A piece of metal of heat capacity 500 J/K assumed to be independent of temperature is at 500 K. The metal piece is cooled to 300K in two steps: it is first plunged into a liquid bath at 400 K. After cooling it is plunged into a colder liquid bath at 300 K. The metal piece is then heated to 500 K in two steps: it is plunged into a liquid bath at 400 K first and then into a liquid bath at 500 K. During the cooling-heating process, the metal piece and the liquid baths gain or lose entropy. The total change in entropy of the system (the metal piece and the liquid baths) is
1. 1500 ln (5/3)J/K
2. Zero
3. –200 J/K
4. +200J/K

Homework Equations

Delta S = Delta Q / T

The Attempt at a Solution

Don't get one of the options provided.

Please help.

 

[Mapes]

Hi shally, welcome to PF. I suspect there's an error in the question or the answers. Did you get 66.7 J/K?

 

[shally]

Thank you for your effort. My ans. was -66.7 J/K.
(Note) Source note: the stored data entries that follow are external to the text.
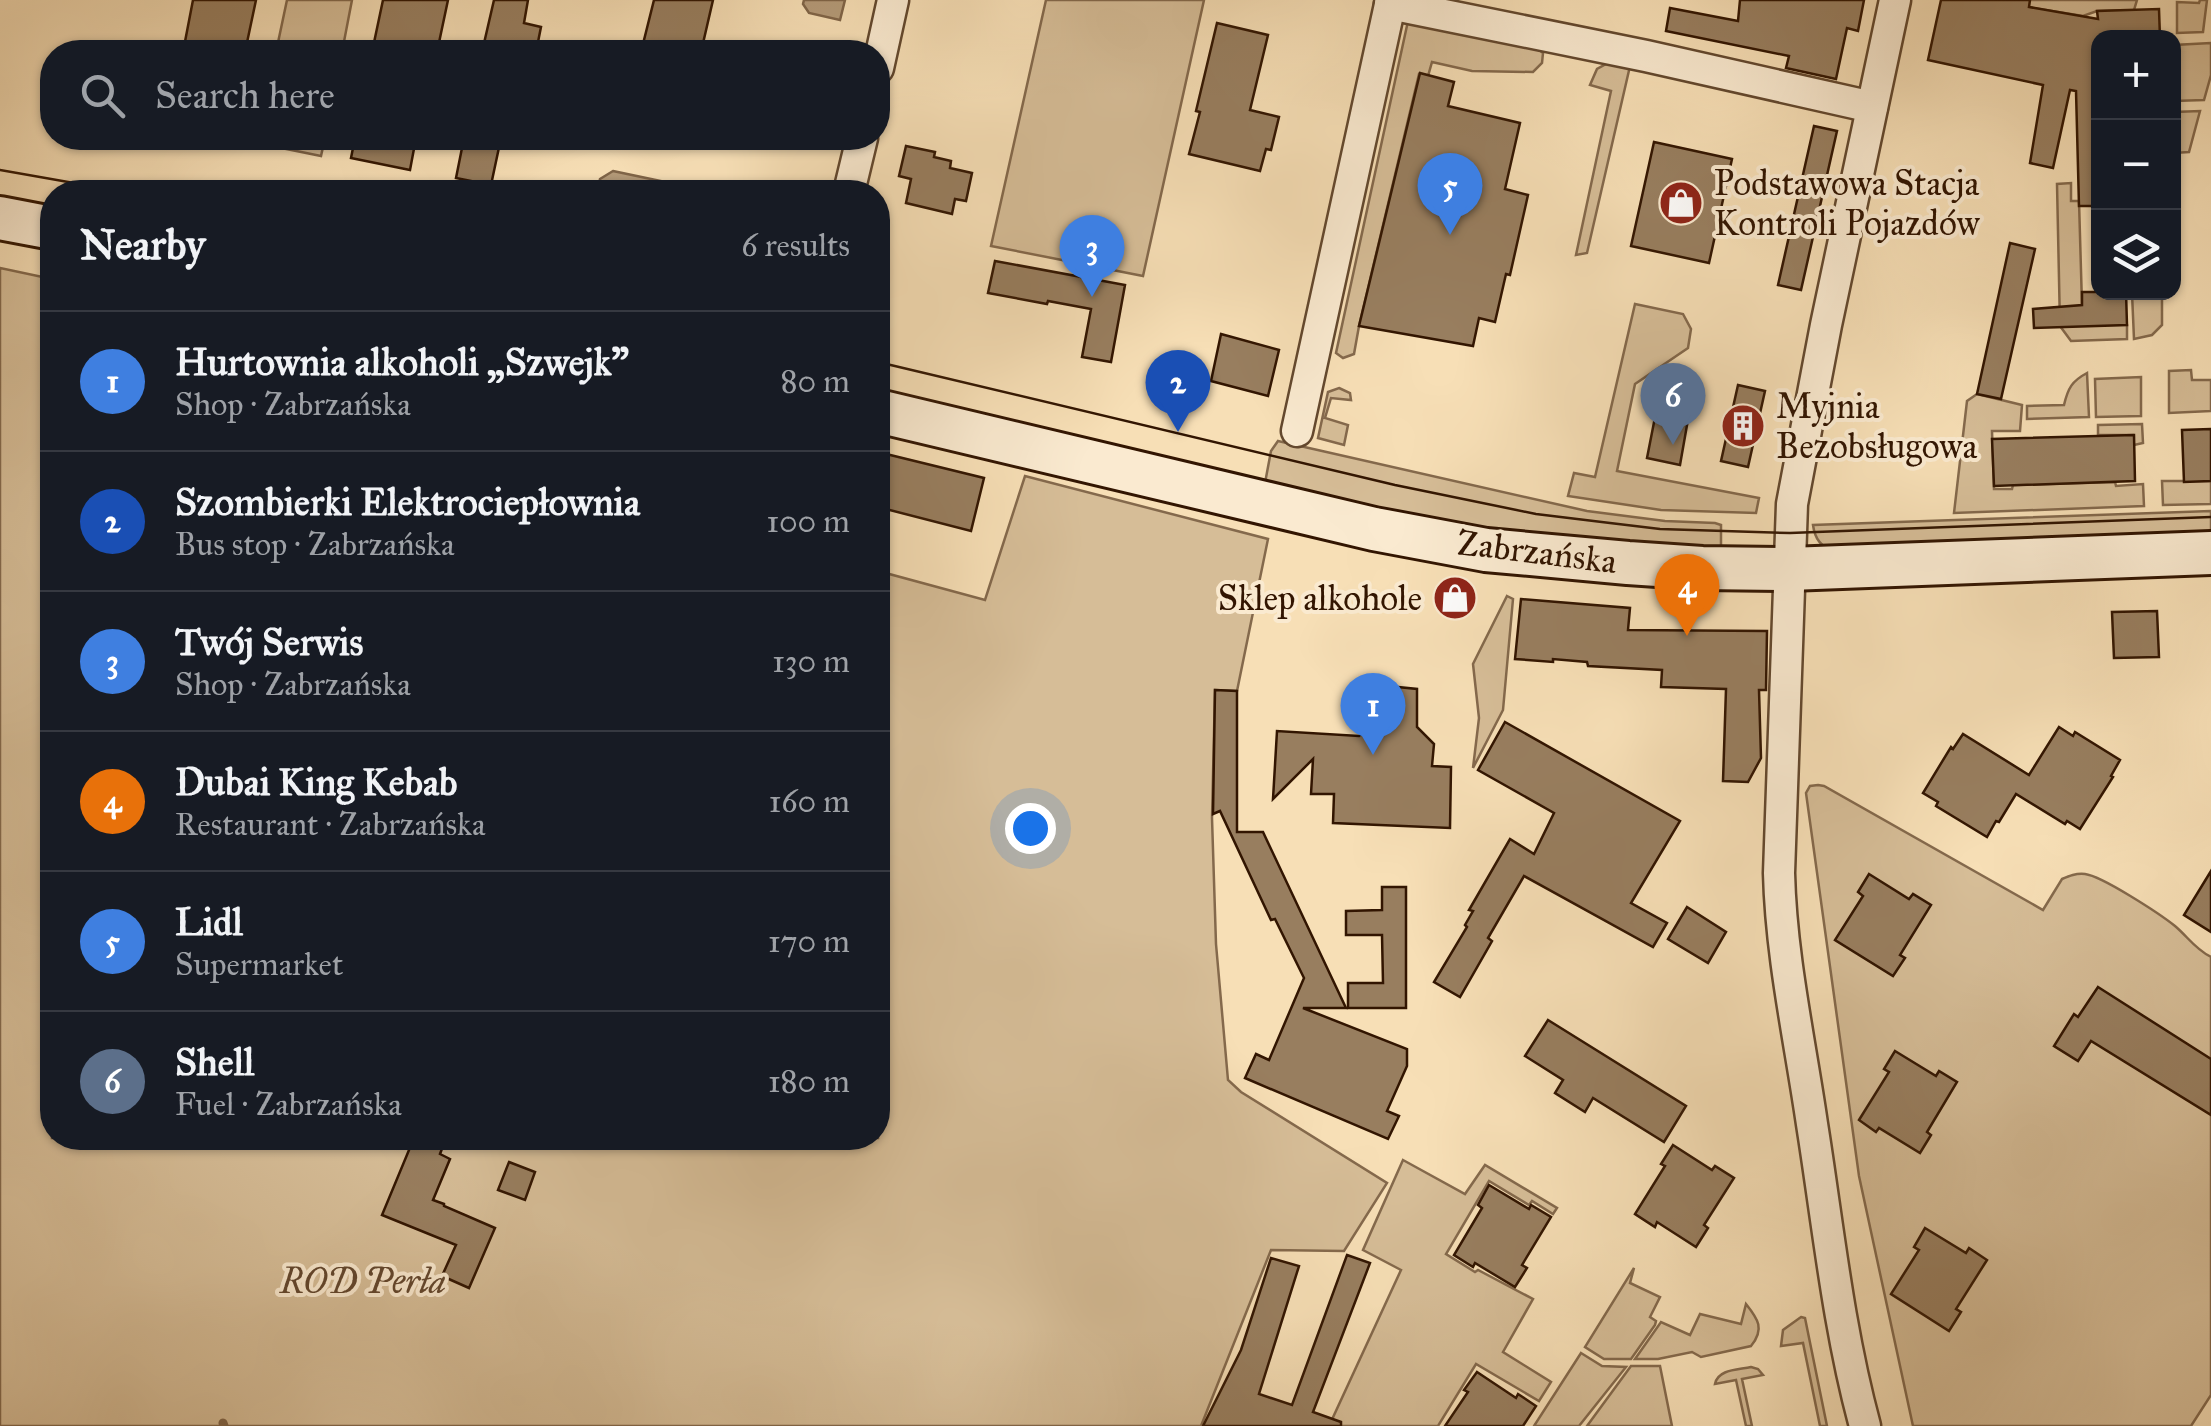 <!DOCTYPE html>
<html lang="en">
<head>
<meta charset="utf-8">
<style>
	body { margin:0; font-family:"IM FELL Great Primer",serif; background:#242831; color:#f1f3f6 }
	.controls { position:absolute; right:30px; top:30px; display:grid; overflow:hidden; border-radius:20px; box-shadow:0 2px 8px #0004 }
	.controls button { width:90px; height:90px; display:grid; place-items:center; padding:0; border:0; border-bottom:2px solid #363941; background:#171b24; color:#f1f3f6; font:50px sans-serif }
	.you { position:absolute; left:1030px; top:828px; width:35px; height:35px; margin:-25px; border:8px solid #fff; border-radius:50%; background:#1a73e8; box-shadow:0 0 0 15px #1a73e833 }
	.badge { display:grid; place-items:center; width:65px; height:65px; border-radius:50%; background:#c59692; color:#fff; font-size:32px; font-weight:700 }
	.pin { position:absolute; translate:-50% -82px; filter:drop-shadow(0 2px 5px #0008) }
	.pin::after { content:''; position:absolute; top:52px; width:35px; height:30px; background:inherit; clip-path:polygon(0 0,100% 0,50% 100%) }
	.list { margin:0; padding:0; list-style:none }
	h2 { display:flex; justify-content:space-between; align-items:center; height:130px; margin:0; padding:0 40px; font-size:42px }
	h2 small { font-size:32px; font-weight:400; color:#9ea1a6 }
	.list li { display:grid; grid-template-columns:65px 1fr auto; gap:30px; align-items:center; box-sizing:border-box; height:140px; padding:0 40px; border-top:2px solid #363941 }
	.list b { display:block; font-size:38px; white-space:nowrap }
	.list p { margin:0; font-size:32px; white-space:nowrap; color:#9ea1a6 }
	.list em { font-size:32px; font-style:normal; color:#9ea1a6 }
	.icon { flex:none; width:55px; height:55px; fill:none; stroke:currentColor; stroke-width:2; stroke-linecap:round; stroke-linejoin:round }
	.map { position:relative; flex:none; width:2211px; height:1426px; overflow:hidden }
	.search { position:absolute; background:#171b24; box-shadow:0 2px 8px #0004; left:40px; top:40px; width:850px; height:110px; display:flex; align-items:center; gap:25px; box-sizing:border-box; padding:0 35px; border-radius:40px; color:#9ea1a6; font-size:38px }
	.panel { position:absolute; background:#171b24; box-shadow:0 2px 8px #0004; left:40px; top:180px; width:850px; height:970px; border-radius:40px }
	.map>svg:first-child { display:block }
	.green { fill:#d6bd97; stroke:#84694c; stroke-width:2.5 }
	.water { fill:#b49a78; stroke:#806548; stroke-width:2.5 }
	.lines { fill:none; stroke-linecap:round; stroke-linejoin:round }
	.stream { stroke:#806548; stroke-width:9 }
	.building { fill:#987e5f; stroke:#321501; stroke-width:2.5 }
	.street-casing { stroke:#63482e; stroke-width:35 }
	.secondary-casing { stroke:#321501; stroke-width:48 }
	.street { stroke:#faead0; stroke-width:30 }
	.secondary { stroke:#faead0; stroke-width:42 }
	.tram { stroke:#321501; stroke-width:2.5 }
	.labels { text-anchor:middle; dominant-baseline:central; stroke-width:8; stroke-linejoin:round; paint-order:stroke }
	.poi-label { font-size:35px; fill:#321501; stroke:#faead0; text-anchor:start }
	.street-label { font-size:35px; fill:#321501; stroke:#faead0 }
	.park-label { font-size:35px; font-style:italic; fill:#63472e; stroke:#faead0 }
</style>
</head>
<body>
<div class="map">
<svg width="2211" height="1426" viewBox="0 0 2211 1426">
	<rect width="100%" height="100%" fill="#f7dfb6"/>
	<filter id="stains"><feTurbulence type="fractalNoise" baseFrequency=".002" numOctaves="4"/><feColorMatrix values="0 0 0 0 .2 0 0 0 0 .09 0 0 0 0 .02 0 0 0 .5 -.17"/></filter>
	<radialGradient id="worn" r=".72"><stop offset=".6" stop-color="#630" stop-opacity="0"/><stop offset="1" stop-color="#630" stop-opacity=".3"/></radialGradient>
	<g class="green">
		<polygon points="287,0 352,0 342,52 276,52"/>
		<polygon points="1046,0 1204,0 1143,276 991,246"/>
		<polygon points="2029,0 2137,0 2134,10 2097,11 2083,16 2028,7"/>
		<polygon points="2200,0 2207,0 2203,32 2177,33 2177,2 2199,3"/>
		<polygon points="1408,21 1536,47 1543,53 1542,63 1533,72 1472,71 1432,62 1428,76 1419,74 1359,326 1354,354 1343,358 1336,353"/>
		<polygon points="2211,43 2211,75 2204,100 2174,101 2174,45"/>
		<polygon points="1608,63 1630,66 1587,253 1576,255 1611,91 1590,85 1597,69"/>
		<polygon points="2200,111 2189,152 2174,153 2174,112"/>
		<polygon points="259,138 325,138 321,156 257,143"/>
		<polygon points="2071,183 2071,201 2079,201 2082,305 2127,325 2127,339 2071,341 2060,326 2057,184"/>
		<polygon points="0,268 52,279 52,1138 878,1138 878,571 985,600 1025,476 1268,539 1237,691 1215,690 1212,818 1216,944 1228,1080 1241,1092 1387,1183 1344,1251 1271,1250 1201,1426 0,1426"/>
		<polygon points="2132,293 2162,293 2162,325 2152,335 2134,339"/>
		<polygon points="1635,304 1683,314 1691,329 1688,348 1635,384 1617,471 1759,498 1756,513 1661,510 1568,496 1574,473 1595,477"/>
		<polygon points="2191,370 2192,380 2211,380 2211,411 2169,413 2169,371"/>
		<path d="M2087 373 2089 417 2027 419V406L2064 405C2068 388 2072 381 2087 373Z"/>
		<polygon points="2141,377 2141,416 2096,417 2095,379"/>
		<polygon points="1339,388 1350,393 1351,400 1331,398 1325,418 1348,425 1344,445 1318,438 1328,392"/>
		<polygon points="1977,394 2022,405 2020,431 1992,431 1994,489 2012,489 2013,485 2115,482 2116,486 2143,484 2144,506 1954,513 1967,401"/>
		<polygon points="2142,424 2143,443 2134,445 2133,435 2098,435 2098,425"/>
		<polygon points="1278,441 1587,511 1665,521 1715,523 1721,525 1721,550 1458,529 1265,483 1271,451"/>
		<polygon points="2162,481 2211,481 2211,504 2163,505"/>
		<path d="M2211 511V539L1833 553C1821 545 1815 540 1813 525Z"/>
		<polygon points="1507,596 1513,599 1503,710 1473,768 1479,718 1473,664"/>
		<path d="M1818 785 1824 786 2043 910 2062 879C2069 876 2076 873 2085 874 2102 876 2160 914 2175 926 2188 937 2195 949 2211 957V1395L2191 1426H1913L1859 1176 1806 793 1810 786Z"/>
		<polygon points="1403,1160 1465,1194 1485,1165 1557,1208 1553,1214 1532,1201 1529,1205 1489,1181 1446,1254 1475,1272 1478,1270 1533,1299 1503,1352 1551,1382 1539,1401 1476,1364 1438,1426 1329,1426 1401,1270 1363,1250"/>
		<polygon points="1634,1268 1630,1283 1660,1297 1650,1317 1656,1321 1655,1325 1631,1359 1604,1359 1585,1347"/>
		<path d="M1746 1304C1758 1319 1765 1329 1751 1346L1701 1357 1692 1352 1658 1359H1635L1661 1322 1690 1335 1700 1314 1741 1324Z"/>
		<polygon points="1801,1317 1805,1318 1827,1426 1820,1426 1803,1343 1781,1346 1783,1330"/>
		<polygon points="1581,1353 1602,1366 1626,1367 1579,1426 1534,1426"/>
		<polygon points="1631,1366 1660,1366 1672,1426 1587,1426"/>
		<path d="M1751 1367 1758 1369 1763 1375 1742 1379 1752 1426H1746L1736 1380 1715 1384C1718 1369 1738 1370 1751 1367Z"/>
	</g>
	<g class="water">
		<polygon points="804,0 845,0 840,20 809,13 803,4"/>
		<polygon points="613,171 670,183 668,192 597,192 600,179"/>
	</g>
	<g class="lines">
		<polyline class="stream" points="223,1423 224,1426"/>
	</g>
	<g class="building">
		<polygon points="193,0 256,0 245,52 183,52"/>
		<polygon points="383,0 448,0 437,52 372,52"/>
		<polygon points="494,0 528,0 524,23 541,27 536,52 482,52"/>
		<polygon points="654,0 713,0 701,52 641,52"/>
		<polygon points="1740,0 1864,0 1858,31 1847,28 1836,79 1786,68 1789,56 1666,31 1670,8 1738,21"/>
		<polygon points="1941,0 2030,0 2029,7 2098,19 2097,11 2159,9 2160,38 2098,38 2098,206 2079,206 2076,91 2070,90 2053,168 2030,163 2043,85 1928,60"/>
		<polygon points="1217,23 1268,35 1250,110 1279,117 1271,150 1266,149 1260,171 1189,154 1200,112 1196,111"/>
		<polygon points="1420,73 1454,82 1448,106 1520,123 1505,189 1528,195 1510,275 1506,274 1495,322 1479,318 1473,346 1359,326"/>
		<polygon points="1814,126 1837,131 1801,290 1778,285"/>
		<polygon points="355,138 416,138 410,170 351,158"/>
		<polygon points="464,138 501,138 491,185 456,178"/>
		<polygon points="1654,142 1732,159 1709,263 1631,246"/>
		<polygon points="906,146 935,152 934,157 951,161 950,168 972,173 966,201 955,199 952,214 906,203 911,179 899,176"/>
		<polygon points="2010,243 2035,249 2001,399 1977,394"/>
		<polygon points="995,261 1125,285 1111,362 1082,357 1091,309 1048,301 1047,304 988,293"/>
		<polygon points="2082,292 2126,292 2127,325 2034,328 2033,309 2082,305"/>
		<polygon points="1221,334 1279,350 1268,396 1211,381"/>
		<polygon points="1738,385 1765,391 1748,467 1721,461"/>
		<polygon points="1658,402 1690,408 1680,465 1647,458"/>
		<polygon points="2211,429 2211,481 2184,482 2182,430"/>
		<polygon points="2134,435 2135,481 1994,486 1992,439"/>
		<polygon points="878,452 984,478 971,531 878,507"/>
		<polygon points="1446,585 1467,589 1463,610 1442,607"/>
		<polygon points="1521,599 1630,608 1628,630 1767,631 1766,690 1759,690 1761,758 1748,782 1723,781 1726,689 1661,687 1662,670 1588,666 1587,662 1553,659 1553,662 1515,659"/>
		<polygon points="2157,611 2159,657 2114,658 2112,612"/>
		<polygon points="1378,685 1417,689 1417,727 1434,744 1432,766 1451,767 1450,828 1333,823 1334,794 1311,794 1313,759 1273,799 1277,731 1359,736 1376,722"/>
		<polygon points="1215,690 1237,691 1237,832 1263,832 1346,1008 1303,1008 1407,1049 1407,1066 1387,1111 1399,1116 1388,1139 1245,1078 1256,1054 1269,1060 1304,978 1275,919 1271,920 1220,811 1213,814"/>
		<polygon points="1505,722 1680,821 1631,903 1667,923 1653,947 1524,876 1488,938 1492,941 1460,997 1434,982 1467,927 1465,925 1473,911 1469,910 1510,839 1534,854 1554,813 1478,770"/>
		<polygon points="2059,727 2073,736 2075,732 2120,760 2111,776 2113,777 2080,829 2067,821 2065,824 2016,794 1999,822 1996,821 1987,837 1936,806 1938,802 1923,793 1951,747 1953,749 1963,734 2029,775"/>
		<polygon points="2211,871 2211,932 2184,915"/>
		<polygon points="1869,874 1909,899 1913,894 1931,905 1900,955 1905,958 1893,976 1835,940 1863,896 1858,892"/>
		<polygon points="1382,887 1406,887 1406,1008 1348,1008 1348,983 1383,983 1382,935 1346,935 1346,911 1382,910"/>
		<polygon points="1687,907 1726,932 1708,963 1668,939"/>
		<polygon points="2098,987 2211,1059 2211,1115 2091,1041 2078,1061 2054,1046 2074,1014 2078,1017"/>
		<polygon points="1548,1020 1686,1106 1664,1142 1593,1098 1585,1112 1555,1093 1563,1080 1525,1056"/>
		<polygon points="1895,1051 1936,1076 1939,1071 1957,1082 1927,1132 1931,1135 1920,1153 1879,1128 1876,1132 1859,1120 1889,1072 1884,1069"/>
		<polygon points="414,1138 446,1138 440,1154 450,1159 433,1200 444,1204 444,1206 495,1228 469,1288 442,1276 456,1245 382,1215"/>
		<polygon points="1673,1145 1712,1170 1715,1166 1734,1178 1704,1225 1708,1228 1696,1247 1657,1222 1655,1227 1635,1214 1665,1166 1661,1164"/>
		<polygon points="509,1162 535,1172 525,1200 498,1190"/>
		<polygon points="1489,1185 1529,1209 1531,1205 1551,1217 1522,1265 1527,1268 1515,1287 1475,1263 1473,1267 1454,1255 1482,1208 1478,1205"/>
		<polygon points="1925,1228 1966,1253 1969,1248 1987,1260 1956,1309 1961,1312 1949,1331 1891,1294 1919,1250 1914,1247"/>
		<polygon points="1347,1255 1370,1263 1313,1412 1341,1422 1341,1426 1203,1426 1241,1350 1271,1258 1299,1266 1259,1394 1292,1405"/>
		<polygon points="1477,1372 1516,1398 1518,1394 1536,1406 1523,1426 1445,1426 1468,1392 1464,1390"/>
	</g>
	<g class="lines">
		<defs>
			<g id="street">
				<polyline points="1390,4 1646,56 1872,107"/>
				<polyline points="878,68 893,0"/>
				<polyline points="849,192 862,138"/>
				<polyline points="1297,431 1391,0"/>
				<path d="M1865 1426C1838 1327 1828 1225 1812 1124 1800 1041 1781 957 1779 873L1792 504 1826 325 1895 0"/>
			</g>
			<g id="secondary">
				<polyline points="0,218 52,228"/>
				<polyline points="878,411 1374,529 1486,550 1628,563 1702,568 1789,569 2211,553"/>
			</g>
		</defs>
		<use href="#street" class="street-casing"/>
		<use href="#secondary" class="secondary-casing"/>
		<use href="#street" class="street"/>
		<use href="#secondary" class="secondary"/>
		<g class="tram">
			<polyline points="0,170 125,192"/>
			<polyline points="878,362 1395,485 1536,514 1610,523 1660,529 1790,533 2211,517"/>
		</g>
	</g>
	<defs>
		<symbol id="shop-disc" viewBox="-11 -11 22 22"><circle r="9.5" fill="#8f2418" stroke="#faead0"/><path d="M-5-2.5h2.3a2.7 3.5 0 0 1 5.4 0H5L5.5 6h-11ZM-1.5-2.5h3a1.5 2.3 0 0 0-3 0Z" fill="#fff"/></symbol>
		<symbol id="building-disc" viewBox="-11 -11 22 22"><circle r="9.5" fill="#8f2418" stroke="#faead0"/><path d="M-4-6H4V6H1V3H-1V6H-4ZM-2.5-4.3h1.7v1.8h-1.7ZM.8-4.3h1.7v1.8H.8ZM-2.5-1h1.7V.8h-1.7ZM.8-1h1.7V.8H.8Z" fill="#fff"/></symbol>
	</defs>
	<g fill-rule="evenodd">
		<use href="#shop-disc" x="1656" y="178" width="50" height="50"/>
		<use href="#building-disc" x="1718" y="401" width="50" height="50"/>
		<use href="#shop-disc" x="1430" y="573" width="50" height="50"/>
	</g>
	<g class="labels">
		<g class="poi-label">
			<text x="1714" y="183">Podstawowa Stacja<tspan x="1714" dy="40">Kontroli Pojazdów</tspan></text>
			<text x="1776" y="406">Myjnia<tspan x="1776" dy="40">Bezobsługowa</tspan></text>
			<text x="1422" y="598" text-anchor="end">Sklep alkohole</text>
		</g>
		<g class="street-label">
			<text transform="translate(1537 552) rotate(7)">Zabrzańska</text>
		</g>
		<g class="park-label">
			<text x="363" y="1281">ROD Perła</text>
		</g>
	</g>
	<rect width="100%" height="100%" filter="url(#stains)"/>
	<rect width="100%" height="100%" fill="url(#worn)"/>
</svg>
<div class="controls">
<button>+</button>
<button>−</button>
<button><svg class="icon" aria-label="layers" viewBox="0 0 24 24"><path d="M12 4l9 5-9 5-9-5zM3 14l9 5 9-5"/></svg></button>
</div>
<div class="you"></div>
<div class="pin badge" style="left:1373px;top:755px;background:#3f7fe0">1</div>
<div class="pin badge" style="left:1178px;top:432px;background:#1a4fb4">2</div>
<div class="pin badge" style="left:1092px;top:297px;background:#3f7fe0">3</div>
<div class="pin badge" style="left:1687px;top:636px;background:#e8710a">4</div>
<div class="pin badge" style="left:1450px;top:235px;background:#3f7fe0">5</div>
<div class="pin badge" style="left:1673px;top:445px;background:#5c6f8a">6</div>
<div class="search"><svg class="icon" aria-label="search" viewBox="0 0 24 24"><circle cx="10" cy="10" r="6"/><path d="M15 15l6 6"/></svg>Search here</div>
<section class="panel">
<h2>Nearby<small>6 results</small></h2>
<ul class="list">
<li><span class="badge" style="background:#3f7fe0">1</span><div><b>Hurtownia alkoholi „Szwejk”</b><p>Shop · Zabrzańska</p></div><em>80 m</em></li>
<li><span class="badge" style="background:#1a4fb4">2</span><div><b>Szombierki Elektrociepłownia</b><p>Bus stop · Zabrzańska</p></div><em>100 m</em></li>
<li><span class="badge" style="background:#3f7fe0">3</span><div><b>Twój Serwis</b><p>Shop · Zabrzańska</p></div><em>130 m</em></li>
<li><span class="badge" style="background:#e8710a">4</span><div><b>Dubai King Kebab</b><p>Restaurant · Zabrzańska</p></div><em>160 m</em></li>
<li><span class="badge" style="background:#3f7fe0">5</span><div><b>Lidl</b><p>Supermarket</p></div><em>170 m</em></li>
<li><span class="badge" style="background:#5c6f8a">6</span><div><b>Shell</b><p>Fuel · Zabrzańska</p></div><em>180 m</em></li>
</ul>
</section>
</div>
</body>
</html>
I used the formula Delta S = Delta Q/T

Delta S = 500 (-100/400 -100/300 + 100/400 +100/500) = -200/3 J/K = -66.7J/K

 

[Mapes]

So the entropy of the entire system decreases? This would be quite unusual.

 

[D_Tr]

Hi Shally, I think you got the signs wrong and Mapes is correct. Because in the two first terms, the heat goes TO the baths and in the two last terms the heat goes FROM the baths to the metal, so the first 2 terms should be + and the two last should be -. I am also getting 66.7 J/K, since the total entropy change of the metal is zero and we only have the heat flows to/from the baths...